In verse 25 Paul said, “And everyone who contends exercises self-control in all things; they then, that they may receive a corruptible crown, but we, an incorruptible.” Paul exercised self-control in all things for the gospel’s sake in order to run the Christian race. He was not loose. This shows us that he endeavored like an Olympic athlete.

If you are disciplined, coached to contend, you must learn how to exercise self-control in everything-in drinking, in eating, in dressing, in combing your hair, in putting on your tie, and even in your laughing or weeping. I saw some brothers laughing uncontrollably and some sisters weeping without ceasing. We need to learn to exercise self-control in our laughing and weeping.

For sixty-eight years I have been under God’s training and my own self-control. This is what makes it possible for me to open up the Word. In 2 Timothy 2:15, Paul told Timothy that he had to learn to cut the word straight like in carpentry. We can expound the word of God in a proper way, in a straight way, by having ourselves exercised to do everything accurately.

When I was in Shanghai in 1947, a few of us co-workers were fellowshipping one day about our work. One sister who was a deaconess came to us in an excited way. She said, “Brother Lee, upstairs in the ceiling there is a big hole.” As she was speaking, she gestured with her hands to show me how big the hole was. I asked her, “How big?” She said, “This big!” The gesture with her hands was slightly smaller than before.

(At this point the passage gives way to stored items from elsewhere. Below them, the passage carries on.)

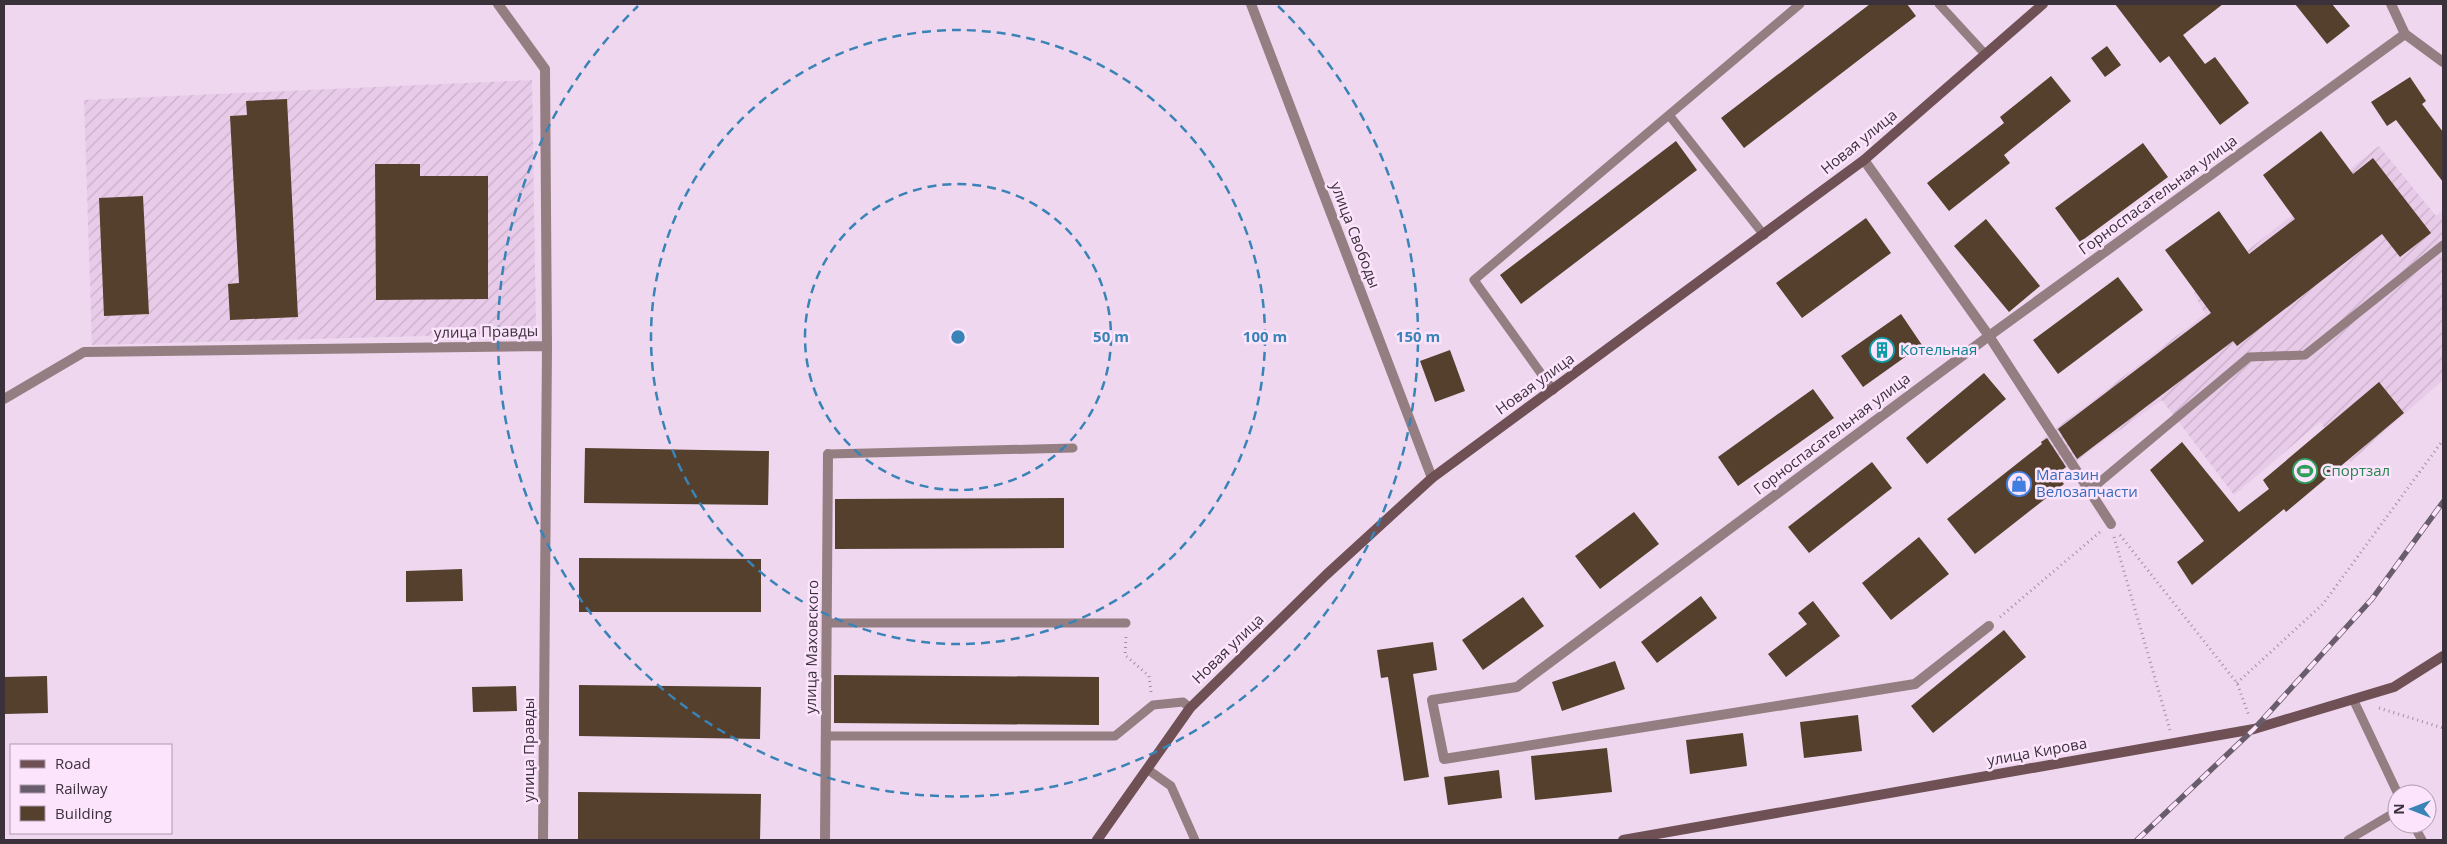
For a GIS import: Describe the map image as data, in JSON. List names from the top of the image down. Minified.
{"streets":{"main road":["Новая улица","улица Кирова"],"street":["Горноспасательная улица","улица Свободы","улица Правды","улица Маховского"]},"crossings":[["Новая улица","улица Свободы"]],"places":{"building":["Котельная"],"sports":["Спортзал"],"shop":["Магазин Велозапчасти"]},"legend":["Road","Railway","Building"],"north":"left","rings":["50 m","100 m","150 m"]}
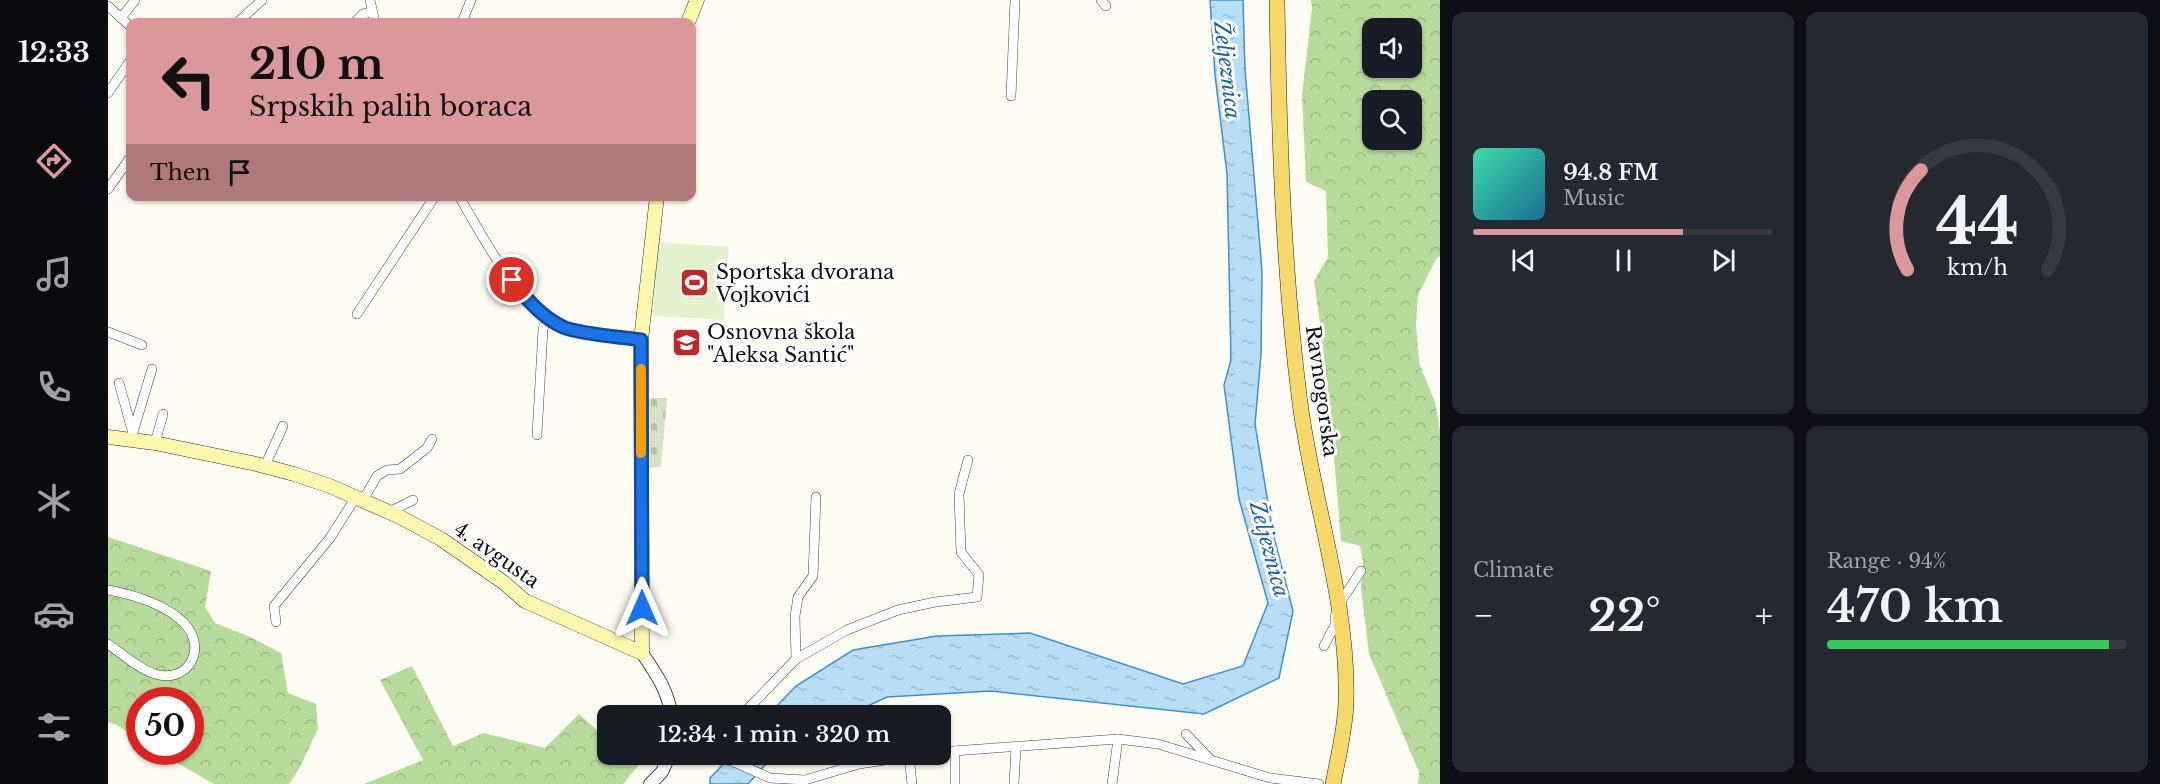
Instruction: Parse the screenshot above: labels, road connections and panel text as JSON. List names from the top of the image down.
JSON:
{
  "streets": {
    "main road": ["Ravnogorska", "4. avgusta"]
  },
  "water": ["Željeznica"],
  "places": {
    "sports": ["Sportska dvorana Vojkovići"],
    "school or university": ["Osnovna škola \"Aleksa Santić\""]
  },
  "page": {
    "tabs": "12:33",
    "turn": ["210 m", "Srpskih palih boraca"],
    "then": "Then",
    "song": ["94.8 FM", "Music"],
    "tile": [
      "Climate",
      ["Range · 94%", "470 km"]
    ],
    "heat": ["−", "22°", "+"],
    "limit": "50",
    "trip": "12:34 · 1 min · 320 m",
    "gauge": ["44", "km/h"]
  }
}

I asked her again, “How big?” She said, “Like this.” I asked again, “How big?” She said, “About this big.” Each time I asked, the hole she described became smaller and smaller. Eventually, we found out that the hole in the ceiling was actually very small. If we apply this principle to ourselves, we will realize how inaccurate we are.

I was able to compose those thirty items of the character training by my learning. We need to be trained not merely with Bible knowledge. We want to be trained to grow in life. The things of life grow according to regulation. All kinds of fruit are shaped according to the regulation of the life within them. The shaping takes place by the growth of life. Life regulates. We need to be trained to grow in the Lord’s life. Then we will be regulated. Because of the fall, our humanity is unregulated, so there is still the need of some outward training, which we call character training.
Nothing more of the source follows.